For violating 21 U.S.C. § 846, Martino was required to receive a mandatory minimum sentence pursuant to 21 U.S.C. § 841(b)(1)(B). Under this sentencing provision, absent certain enumerated facts not relevant here, a district court may impose a sentence of between five and forty years. Id. § 841(b)(1)(B). But "[i]f any person commits . . . a violation after a prior conviction for a felony drug offense has become final, such person shall be sentenced to a term of imprisonment which may not be less than 10 years and not more than life imprisonment. . . ." Id. Martino contends that "[i]t defies logic to consider an offense which occurred in the middle of another offense as `prior to' that second offense. . . ." Appellant's Br. at 10. He argues that his 1996 Texas conviction therefore cannot be a basis for augmenting his Guideline minimum sentence. His argument requires that we determine, as a matter of first impression in this Circuit, the meaning of the phrase "after a prior conviction for a felony drug offense has become final" in § 841(b)(1)(B).

As a threshold matter, we reject Martino's suggestion that Congress intended in § 841(b)(1)(B) to punish only those who have committed offenses completely independent of and prior to the conviction at hand. Had Congress wanted to enhance mandatory minimums based only on convictions for conduct entirely prior to that encompassed by the conviction being imposed, it had means to do so. In U.S.S.G. § 4A1.2(a)(1), regarding the computation of criminal history, the phrase "prior sentence" is defined to mean "any sentence previously imposed upon adjudication of guilt . . . for conduct not part of the instant offense." Id. (emphasis added). When a prior conviction encompasses some of the conduct for which a defendant is convicted in the case at hand, "the sentence previously imposed for that conduct [can]not properly be considered `prior' . . . within the meaning of Guidelines § 4A1.2(a)(1)." United States v.
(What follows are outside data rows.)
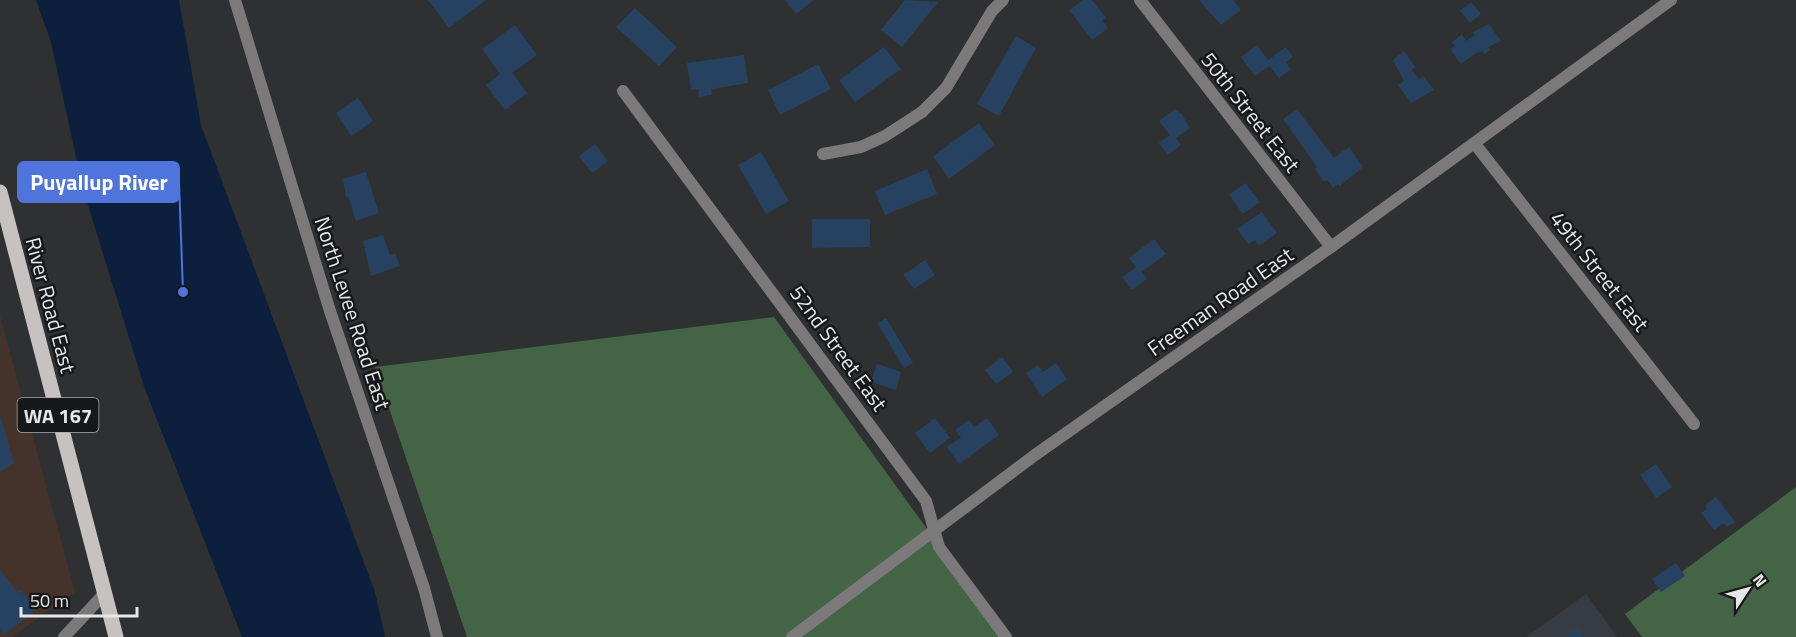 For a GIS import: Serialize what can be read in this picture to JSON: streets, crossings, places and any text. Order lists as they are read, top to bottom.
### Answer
{
  "streets": {
    "main road": ["River Road East", "WA 167"],
    "street": [
      "50th Street East",
      "49th Street East",
      "Freeman Road East",
      "North Levee Road East",
      "52nd Street East"
    ]
  },
  "crossings": [
    ["50th Street East", "Freeman Road East"],
    ["49th Street East", "Freeman Road East"],
    ["Freeman Road East", "52nd Street East"]
  ],
  "places": ["Puyallup River"],
  "scale_bar": "50 m",
  "north": "top right"
} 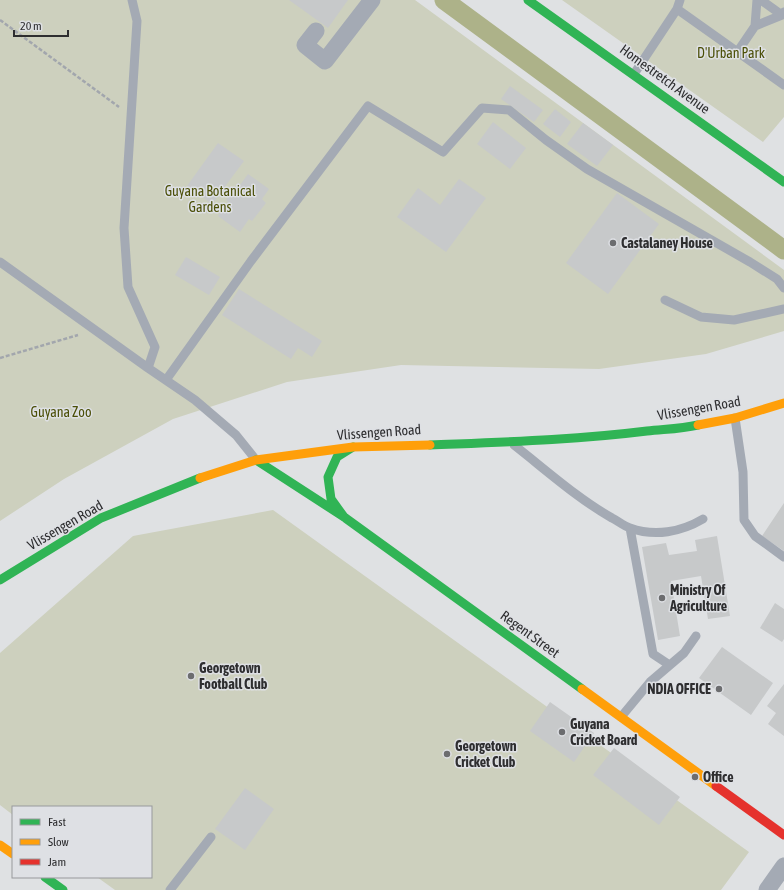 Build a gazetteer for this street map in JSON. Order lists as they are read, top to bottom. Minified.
{"streets":{"main road":["Homestretch Avenue","Vlissengen Road","Regent Street"]},"crossings":[["Vlissengen Road","Regent Street"]],"parks":["D'Urban Park","Guyana Botanical Gardens","Guyana Zoo"],"places":["Castalaney House","Ministry Of Agriculture","Georgetown Football Club","NDIA OFFICE","Guyana Cricket Board","Georgetown Cricket Club","Office"],"legend":["Fast","Slow","Jam"],"scale_bar":"20 m"} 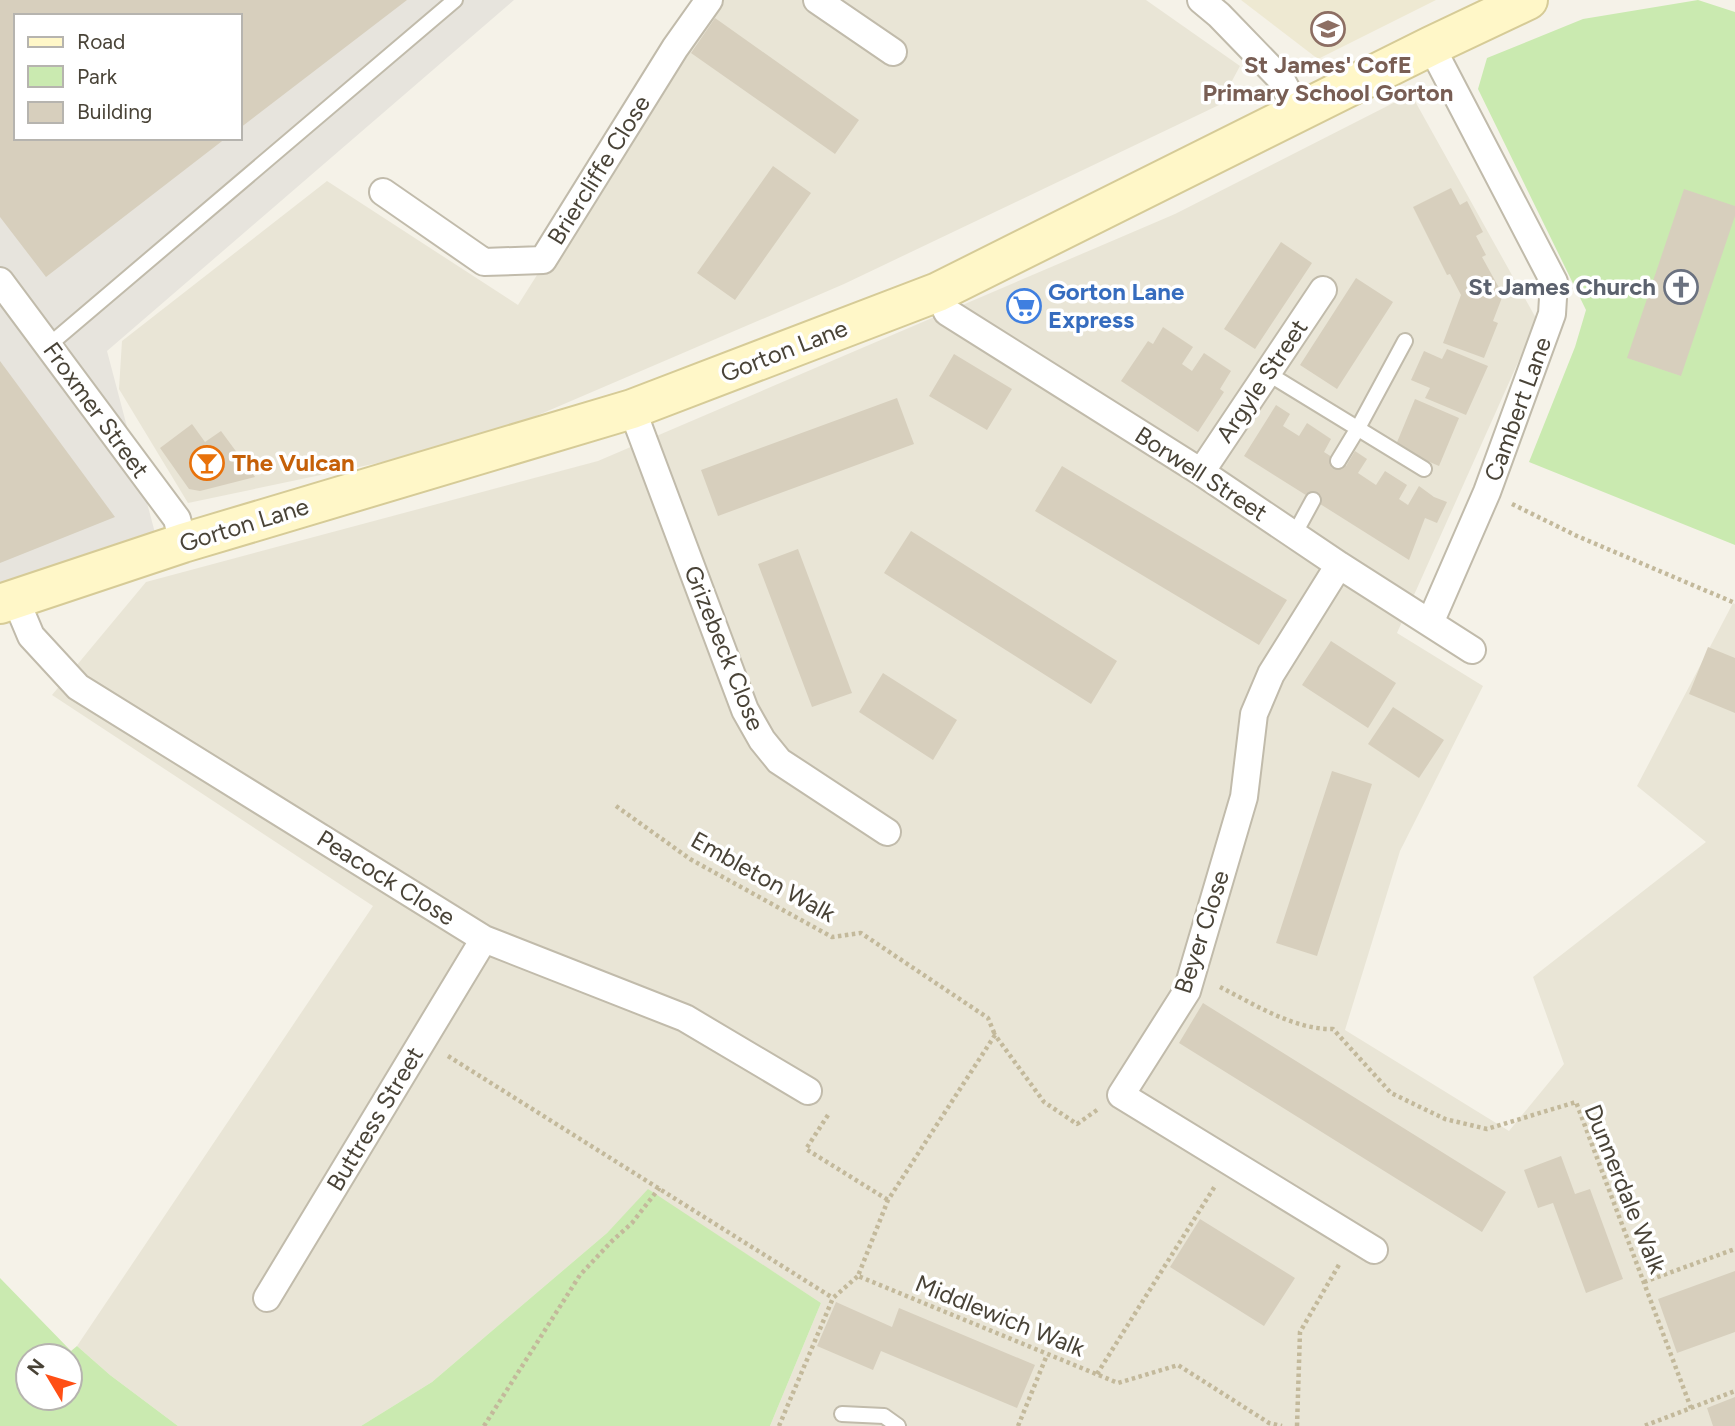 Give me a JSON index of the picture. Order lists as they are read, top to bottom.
{
  "streets": {
    "street": [
      "Briercliffe Close",
      "Gorton Lane",
      "Argyle Street",
      "Cambert Lane",
      "Froxmer Street",
      "Borwell Street",
      "Grizebeck Close",
      "Peacock Close",
      "Beyer Close",
      "Buttress Street"
    ],
    "path": ["Embleton Walk", "Dunnerdale Walk", "Middlewich Walk"]
  },
  "crossings": [
    ["Gorton Lane", "Cambert Lane"],
    ["Gorton Lane", "Froxmer Street"],
    ["Gorton Lane", "Borwell Street"],
    ["Gorton Lane", "Grizebeck Close"],
    ["Gorton Lane", "Peacock Close"],
    ["Argyle Street", "Borwell Street"],
    ["Cambert Lane", "Borwell Street"],
    ["Borwell Street", "Beyer Close"],
    ["Embleton Walk", "Beyer Close"],
    ["Peacock Close", "Buttress Street"],
    ["Beyer Close", "Dunnerdale Walk"]
  ],
  "places": {
    "school or university": ["St James' CofE Primary School Gorton"],
    "church": ["St James Church"],
    "supermarket": ["Gorton Lane Express"],
    "bar": ["The Vulcan"]
  },
  "legend": ["Road", "Park", "Building"],
  "north": "top left"
} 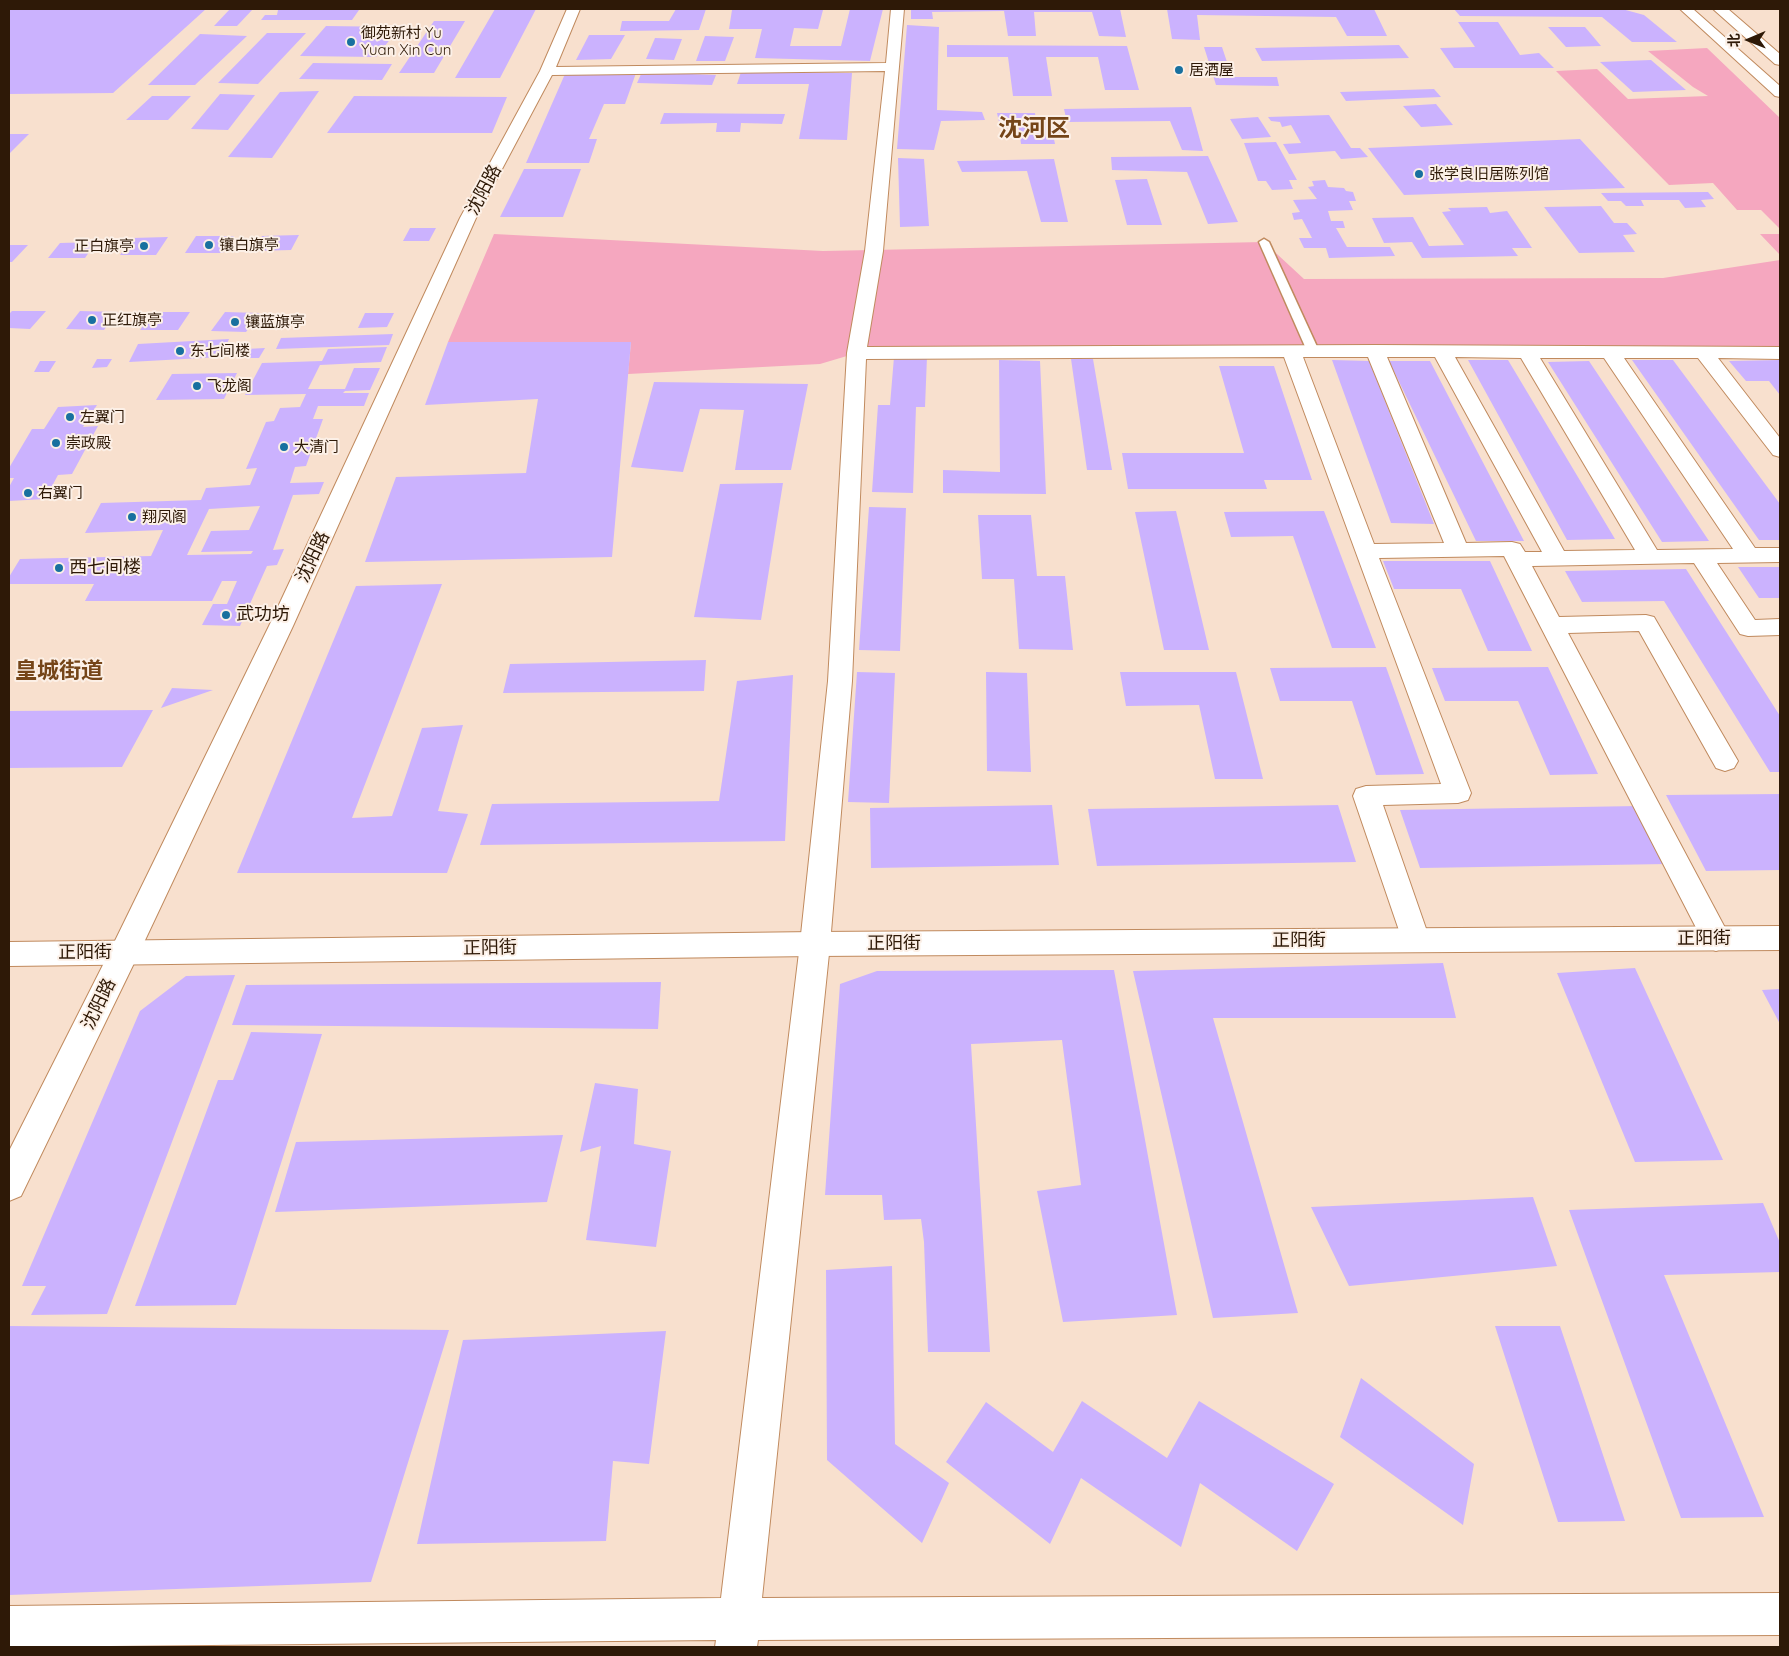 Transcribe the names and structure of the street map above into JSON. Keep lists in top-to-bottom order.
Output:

Thomas, 54 F.3d 73, 83 (2d Cir. 1995); accord United States v. Walker, 142 F.3d 103, 115 (2d Cir.), cert. denied, 525 U.S. 896, 119 S.Ct. 219, 142 L.Ed.2d 181 (1998). Thus Congress, had it wished to, could have imposed a mandatory minimum enhancement only for conduct entirely prior to the conviction at issue by adopting the language of § 4A1.2(a)(1). By choosing language different from § 4A1.2(a)(1), Congress suggested that it meant to increase punishment in cases in addition to those where convictions were entirely prior to the conduct for which the current sentence was being imposed. See United States v. Garcia, 32 F.3d 1017, 1019 n. 2 (7th Cir. 1994) (distinguishing 21 U.S.C. § 841(b)(1)(A) from U.S.S.G. § 4A1.2(a)(1) on this ground).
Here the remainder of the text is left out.